> [EXERCISE]: Among the records, which lines include "KABIRIA"? List them.

> [THE INPUT]:
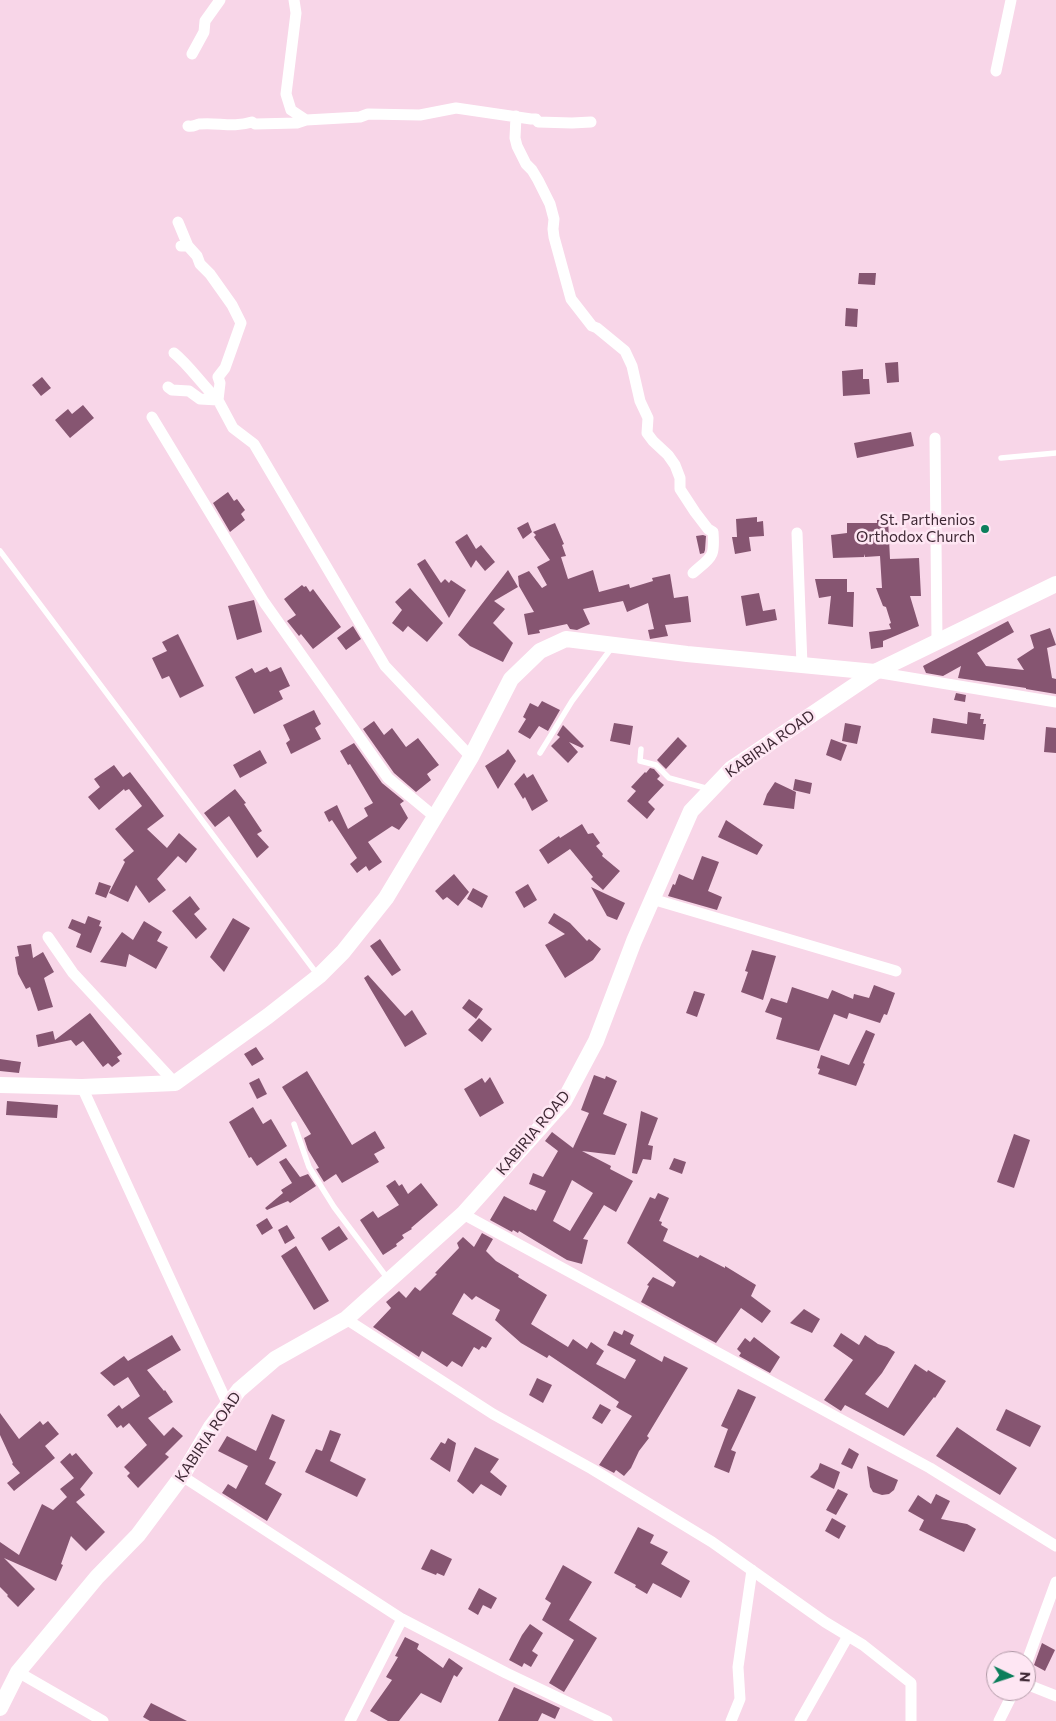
<!DOCTYPE html>
<html>
<head>
<meta charset="utf-8">
<style>
	body { margin:0 }
	#map { position:relative; width:1056px; height:1721px; overflow:hidden; background:#f8d6e8; font-family:Commissioner,sans-serif }
	canvas { display:block }
	.north { position:absolute; left:986px; top:1651px; width:50px; height:50px; box-sizing:border-box; background:#fee6f3; border:1px solid #b19aa7; border-radius:50%; rotate:94deg; font-size:14px; font-weight:700; line-height:20px; text-align:center; color:#3e2834 }
	.north::after { content:''; display:block; margin:auto; width:18px; height:22px; background:#0c7e5b; clip-path:polygon(50% 0,100% 100%,50% 72%,0 100%) }
</style>
</head>
<body>
<div id="map">
<canvas width="1056" height="1721"></canvas>
<div class="north">N</div>
</div>
<script>
const c = document.querySelector('canvas').getContext('2d');
c.lineJoin = 'round';
function fillPath(path, color) {
  c.fillStyle = color;
  c.fill(path, 'evenodd');
}
function trace(path, color, width, dash) {
  c.strokeStyle = color;
  c.lineWidth = width;
  c.lineCap = dash ? 'butt' : 'round';
  c.setLineDash(dash || []);
  c.stroke(path);
}
function drawText(font, color, halo, rows, align = 'center') {
  c.font = font + ' Commissioner,sans-serif';
  c.lineWidth = 5;
  c.setLineDash([]);
  c.textBaseline = 'middle';
  c.strokeStyle = halo;
  c.fillStyle = color;
  for (const [text, x, y, turn = 0] of rows) {
    c.save();
    c.translate(x, y);
    c.rotate((+turn || 0) * Math.PI / 180);
    c.textAlign = isNaN(turn) ? turn : align;
    if (halo) c.strokeText(text, 0, 0);
    c.fillText(text, 0, 0);
    c.restore();
  }
}
const building = new Path2D(`
	M859,273H876L875,285L858,284Z
	M846,308L858,309L857,327L845,326Z
	M898,362L899,382L887,383L885,363Z
	M863,369V379H869L870,394L843,396L842,371Z
	M42,377L51,388L41,396L32,385Z
	M83,405L94,418L70,438L55,420L68,409L72,414Z
	M911,432L914,446L857,458L854,443Z
	M228,492L234,501L237,499L245,510L241,514L245,520L230,532L213,503Z
	M757,517V522L763,521L764,536L749,537L751,551L735,554L732,537H737L736,519Z
	M888,519L890,559L919,558L921,596H910L919,626L883,641V647L871,649L869,632L891,629L889,624L891,623L886,607L883,606L876,588H882L880,556L865,557L864,554V557L833,558L831,535L847,533V523H877V520Z
	M528,522L532,532L523,539L517,528Z
	M555,523L564,544L562,545L566,556L561,557L568,579L593,570L599,592L629,584L630,588L653,581L652,578L670,574L674,598L688,596L691,622L665,625L668,636L650,639L648,630L654,629L648,603L627,612L623,601L583,609L590,624L577,630L570,629L567,624L539,630L540,633L528,635L524,614L534,612L519,586L518,576L529,571L542,588L547,585L537,567L550,560L534,537L536,535L533,532Z
	M467,534L476,549L481,545L495,562L485,571L476,560L471,568L455,542Z
	M703,535L706,536L705,550L704,553L700,554L696,536Z
	M425,559L441,583L445,579L449,583L451,580L466,590L449,618L417,564Z
	M508,570L518,587L494,601L505,609L493,623L513,643L503,662L470,646L458,635Z
	M815,579H847V592H854L853,627L828,624L831,596L819,598Z
	M302,585L304,587L306,586L310,592L313,589L341,627L313,649L301,634L299,636L287,621L296,615L284,599Z
	M410,588L443,623L427,642L408,626L403,632L392,623L402,610L395,602Z
	M759,593L763,611L775,609L777,620L746,626L741,596Z
	M254,600L262,632L237,640L228,606Z
	M1008,621L1014,632L977,653L986,666L1024,670L1017,659L1034,648L1030,635L1050,628L1056,645L1047,648L1052,678L1056,679V694L1026,689V688L958,678L961,666L943,676L926,673L923,666Z
	M353,626L361,639L346,650L337,638Z
	M178,634L204,686L180,698L169,676L162,679L152,658L167,651L162,642Z
	M267,667L270,672L281,667L290,686L279,691L283,699L254,714L235,677L252,668L255,673Z
	M956,693L966,695L965,702L954,700Z
	M542,701L560,710L548,731L539,726L530,739L518,732L526,719L523,717L530,703L538,707Z
	M314,710L321,724L315,728L321,739L291,754L286,743L290,740L283,725Z
	M968,712L981,714L980,719H984L983,724H986L984,740L931,733L933,718L967,724Z
	M374,721L384,735L392,728L406,747L418,738L439,765L427,774L431,780L416,792L394,773L363,729Z
	M614,723L633,726L630,745L610,741Z
	M845,723L861,726L857,744L842,741Z
	M563,725L584,746L582,748L569,742L578,752L568,763L551,746L560,737L557,735Z
	M1046,727L1056,728V753L1044,752Z
	M678,737L687,746L666,769L657,760Z
	M831,739L847,745L841,761L826,755Z
	M354,743L382,783L404,801L400,804L408,818L399,830L392,826L368,842L382,862L369,871L366,866L357,873L350,864L357,858L332,820L329,822L324,812L337,805L348,829L368,816L364,808L373,803L350,764L348,765L340,751Z
	M508,749L516,761L498,789L485,766L505,753Z
	M260,750L267,763L240,778L233,765Z
	M114,765L123,777L130,772L164,816L147,829L167,848L179,833L197,849L186,863L178,856L157,879L166,890L149,903L136,885L128,902L109,893L125,862L123,860L134,851L115,829L142,806L129,789L125,791L124,789L99,810L88,797L100,787L94,779Z
	M650,768L654,769L660,776L657,779L664,785L648,802L655,809L647,819L627,801L636,791L631,787L645,772L646,773Z
	M524,773L527,778L533,774L548,801L532,811L525,797L523,799L514,784Z
	M795,779L812,783L810,794L793,790Z
	M775,782L796,792L794,809L763,805L767,794Z
	M235,789L246,803L244,804L262,831L257,834L269,847L257,858L229,816L215,827L204,813Z
	M726,820L763,845L757,855L718,837Z
	M582,824L588,834L593,833L600,843L596,846L603,854L602,856L620,871L603,890L591,879L593,877L570,849L548,864L539,850L559,836L560,838Z
	M702,856L719,862L708,891L722,897L717,910L668,896L673,884L675,885L679,874L693,880Z
	M454,874L469,892L458,906L447,897L443,900L435,891Z
	M99,882L111,886L106,898L95,894Z
	M528,884L537,900L524,908L515,892Z
	M591,887L625,903L617,920L607,916Z
	M473,888L488,896L482,908L467,899Z
	M190,896L200,909L194,914L207,929L196,939L172,911Z
	M554,913L570,923L587,941L589,939L601,949L593,960L565,978L545,945L565,934L548,923Z
	M88,916L101,921L99,926L102,927L91,953L76,947L81,934L68,928L72,919L85,924Z
	M233,918L250,928L224,972L210,957Z
	M144,921L162,932L157,941L168,947L156,969L129,954L126,967L100,962L122,932L133,940Z
	M380,939L401,970L392,976L370,946Z
	M31,944L33,958L43,952L54,972L44,978L53,1007L38,1011L30,987L26,989L18,974L15,957L19,956L17,946Z
	M752,950L776,956L763,1000L741,992L748,972L745,971Z
	M368,975L405,1016L412,1010L427,1034L405,1047L364,978Z
	M874,985L895,993L887,1015L884,1014L880,1023L849,1013L847,1019L834,1014L819,1051L776,1039L782,1018L765,1012L771,998L787,1003L792,987L828,999L832,990L853,999L854,994L869,998Z
	M694,991L705,994L697,1017L686,1013Z
	M469,999L483,1009L476,1019L462,1008Z
	M90,1013L122,1054L117,1057L120,1061L112,1067L108,1063L103,1067L83,1041L76,1046L71,1040L38,1047L36,1035L53,1031L55,1040Z
	M479,1018L492,1029L482,1042L468,1030Z
	M866,1030L875,1034L863,1063L865,1064L856,1086L818,1074L820,1069L817,1068L821,1055L849,1065Z
	M256,1047L264,1059L252,1066L244,1054Z
	M0,1059L21,1062L19,1073L0,1071Z
	M307,1071L352,1145L375,1131L385,1148L374,1154L379,1162L342,1183L336,1174L324,1182L316,1169L319,1168L308,1150L304,1138L311,1134L282,1087Z
	M594,1075L605,1079L606,1076L617,1081L603,1114L627,1124L615,1155L582,1151L611,1166L610,1169L633,1181L616,1212L604,1205L583,1239L588,1240L582,1264L567,1260L519,1231L518,1233L513,1230L512,1232L490,1220L504,1196L531,1210L532,1209L536,1211L546,1191L529,1184L533,1173L543,1177L558,1151L545,1141L552,1132L573,1148L589,1113L581,1110ZM572,1180L593,1193L570,1231L553,1221Z
	M490,1077L504,1103L480,1117L464,1089L482,1078L485,1083Z
	M259,1078L267,1094L257,1099L249,1083Z
	M7,1101L58,1105L57,1118L6,1115Z
	M253,1107L263,1124L271,1119L287,1146L257,1166L251,1157L249,1158L229,1122Z
	M641,1111L658,1118L648,1145L653,1146L651,1160L643,1159L637,1174L632,1173Z
	M1014,1134L1030,1140L1014,1188L997,1182Z
	M286,1158L300,1177L308,1174L316,1186L290,1203L288,1201L267,1210L265,1208L283,1193L281,1190L292,1183L279,1162Z
	M674,1158L686,1162L682,1174L669,1169Z
	M395,1180L399,1186L402,1184L408,1194L421,1183L438,1205L411,1228L412,1229L402,1235L404,1238L396,1244L397,1246L383,1255L360,1220L373,1211L378,1218L399,1205L386,1186Z
	M658,1193L669,1198L659,1221L662,1222L661,1225L668,1229L663,1241L698,1258L700,1255L725,1268V1266L756,1285L751,1296L771,1311L762,1323L741,1308L716,1343L641,1302L649,1286L647,1285L653,1277L673,1287L676,1282L627,1243L650,1197L655,1199Z
	M267,1218L273,1228L262,1235L256,1225Z
	M287,1225L295,1238L285,1244L278,1230Z
	M339,1226L348,1239L329,1251L321,1238Z
	M482,1233L493,1239L486,1251L496,1261L519,1275L518,1277L547,1295L531,1324L568,1347L573,1339L587,1349L591,1342L604,1351L596,1364L625,1379L636,1360L607,1345L614,1331L622,1335L624,1330L634,1335L630,1344L662,1362L664,1356L688,1368L647,1436L649,1438L639,1451L631,1468L624,1476L616,1470L614,1473L599,1465L632,1416L616,1407L619,1402L549,1355L547,1358L521,1343L495,1320L500,1310L476,1296L472,1300L464,1293L452,1314L492,1338L486,1348L482,1346L479,1350L474,1347L462,1367L452,1361L447,1367L422,1351L419,1357L373,1327L391,1308L386,1302L399,1291L406,1298L415,1287L420,1291L437,1274L435,1273L459,1248L457,1243L463,1237L474,1247Z
	M296,1246L329,1301L314,1310L281,1256Z
	M804,1309L820,1319L812,1333L790,1323Z
	M841,1333L859,1345L865,1335L878,1344L887,1347L895,1352L882,1373L865,1394L888,1408L915,1364L927,1372L928,1370L946,1381L935,1398L934,1397L904,1436L845,1405L841,1411L824,1400L853,1360L833,1346Z
	M172,1335L181,1350L147,1370L164,1391L165,1390L173,1402L148,1418L164,1436L173,1427L183,1436L165,1454L169,1457L138,1488L127,1476L130,1473L124,1467L147,1445L129,1423L123,1428L121,1425L117,1428L107,1415L119,1405L122,1409L140,1396L128,1377L114,1386L100,1373L124,1356L128,1361Z
	M754,1337L780,1357L770,1373L739,1356L741,1353L737,1349L745,1338L750,1342Z
	M537,1378L552,1385L543,1403L529,1395Z
	M738,1389L756,1397L731,1450L736,1452L729,1473L714,1467L728,1429L721,1426Z
	M600,1404L611,1410L602,1424L592,1418Z
	M1006,1409L1041,1426L1030,1447L996,1430Z
	M0,1413L19,1439L40,1421L43,1425L48,1421L59,1434L45,1446L55,1458L14,1491L7,1483L20,1473L12,1464L13,1463L0,1435Z
	M272,1414L285,1420L269,1459L276,1462L265,1484L282,1494L267,1521L222,1493L228,1484L236,1489L248,1466L218,1451L227,1436L256,1451Z
	M957,1427L1017,1468L1000,1495L936,1456Z
	M330,1430L341,1434L330,1461L366,1479L357,1497L305,1472L316,1449L322,1451Z
	M448,1438L456,1443L450,1472L430,1459L441,1442L445,1444Z
	M475,1447L499,1459L490,1472L507,1486L501,1496L481,1484L473,1494L457,1481Z
	M849,1448L859,1454L852,1469L841,1464Z
	M70,1453L72,1456L76,1453L93,1473L80,1489L85,1495L76,1502L105,1532L86,1551L71,1536L61,1564L63,1565L56,1581L4,1558L35,1589L18,1607L7,1596L8,1595L0,1587V1542L19,1555L42,1504L53,1510L67,1497L60,1489L74,1478L60,1462Z
	M820,1463L840,1472L834,1489L810,1477L818,1469Z
	M867,1466L898,1480L894,1490L889,1494L882,1495L873,1492L870,1487Z
	M838,1489L848,1494L836,1515L826,1510Z
	M936,1494L950,1501L941,1519L967,1524L976,1529L964,1552L919,1530L924,1520L908,1511L918,1495L931,1504Z
	M832,1518L846,1526L839,1539L825,1531Z
	M638,1527L654,1535L650,1543L668,1552L661,1564L690,1581L681,1598L653,1583L647,1594L635,1587L636,1585L614,1573Z
	M431,1549L452,1559L444,1576L437,1573L436,1575L421,1569Z
	M563,1565L592,1582L569,1620L597,1638L564,1692L549,1683L574,1640L542,1620L551,1603L545,1599Z
	M479,1588L497,1598L491,1609L483,1605L478,1615L468,1609Z
	M530,1624L543,1633L532,1651L538,1655L531,1667L524,1663L522,1667L509,1660L522,1635Z
	M405,1637L419,1644L417,1649L443,1668L449,1658L463,1668L457,1677L454,1675L441,1703L421,1693L399,1721H388L370,1711L392,1680L386,1677L398,1657L395,1656Z
	M1042,1643L1055,1650L1045,1671L1034,1665Z
	M514,1687L560,1708L555,1719L542,1713L538,1721H498Z
	M151,1703L187,1721H150L143,1717Z`);
const service = new Path2D(`
	M1001,458L1056,453
	M0,551L317,974
	M641,749L640,761L656,765L669,778L709,789
	M540,753L572,701L613,646
	M294,1124L309,1167L334,1207L388,1279`);
const minor = new Path2D(`
	M294,0L296,13L286,94L291,110L306,120L360,117L368,114L420,115L456,108L531,119H536L538,122L572,123L591,122
	M192,54L204,32L205,21L220,0
	M996,71L1011,0
	M516,116L515,138L517,146L526,164L532,170L538,180L550,204L554,219L553,229L554,237L571,299L592,326L597,328L625,351L632,366L640,401L648,418L647,433L653,441L668,455L675,465L680,478V489L695,512L708,529L713,532C715,558 712,556 693,573
	M188,126C193,127 195,125 199,124C218,122 232,128 252,122L255,124L297,123L306,120
	M178,222L188,246
	M181,246H188L197,256L200,264L210,274L232,305L241,323L225,368L218,377L220,383L218,400
	M174,353C190,366 202,385 218,400
	M168,387L172,390L189,391L200,399L218,400L233,428L254,444L385,666L471,757
	M152,417L264,602L388,778L435,817
	M935,438L937,641
	M797,533L802,665
	M875,672L1056,702
	M652,899L896,971
	M48,937L73,973L175,1083
	M82,1087L228,1405
	M463,1214L930,1468L1056,1546
	M346,1319L493,1414L592,1469L712,1542L825,1622L863,1645L911,1683V1721
	M182,1476L402,1619L506,1673L607,1721
	M1026,1664L1056,1582
	M18,1672L103,1721
	M1026,1684L1056,1696
	M350,1721L402,1619
	M731,1721L740,1699L738,1667L752,1570
	M800,1721L848,1636
	M999,1721L1014,1691`);
const secondary = new Path2D(`
	M0,1085L82,1087L175,1083L268,1016L319,976L343,952L386,898L471,757L511,679L540,651L566,639L687,654L875,672
	M0,1708L18,1672L97,1577L138,1535L182,1476L211,1427L239,1390L275,1359L346,1319L463,1214L564,1101L596,1041L634,941L691,811L731,769L875,672L1056,584`);
const markers = [
	[985,529,5,"#0c7e5b"]
];
const poiNames = [
	["St. Parthenios",975,520],
	["Orthodox Church",975,537]
];
const streetNames = [
	["KABIRIA ROAD",770,744,-35],
	["KABIRIA ROAD",533,1133,-50],
	["KABIRIA ROAD",208,1437,-56]
];
fillPath(building, '#865571');
trace(service, '#fff', 5.5);
trace(minor, '#fff', 11);
trace(secondary, '#fff', 16);
for (const [x, y, r, color] of markers) {
  const dot = new Path2D();
  dot.arc(x, y, r, 0, 2 * Math.PI);
  c.fillStyle = color;
  c.fill(dot);
  trace(dot, '#fee6f3', 2);
}
drawText('15px', '#3e2834', '#fee6f3', poiNames, 'right');
drawText('15px', '#3e2834', '#fee6f3', streetNames);
</script>
</body>
</html>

> [ANSWER BOX]:
	["KABIRIA ROAD",770,744,-35],
	["KABIRIA ROAD",533,1133,-50],
	["KABIRIA ROAD",208,1437,-56]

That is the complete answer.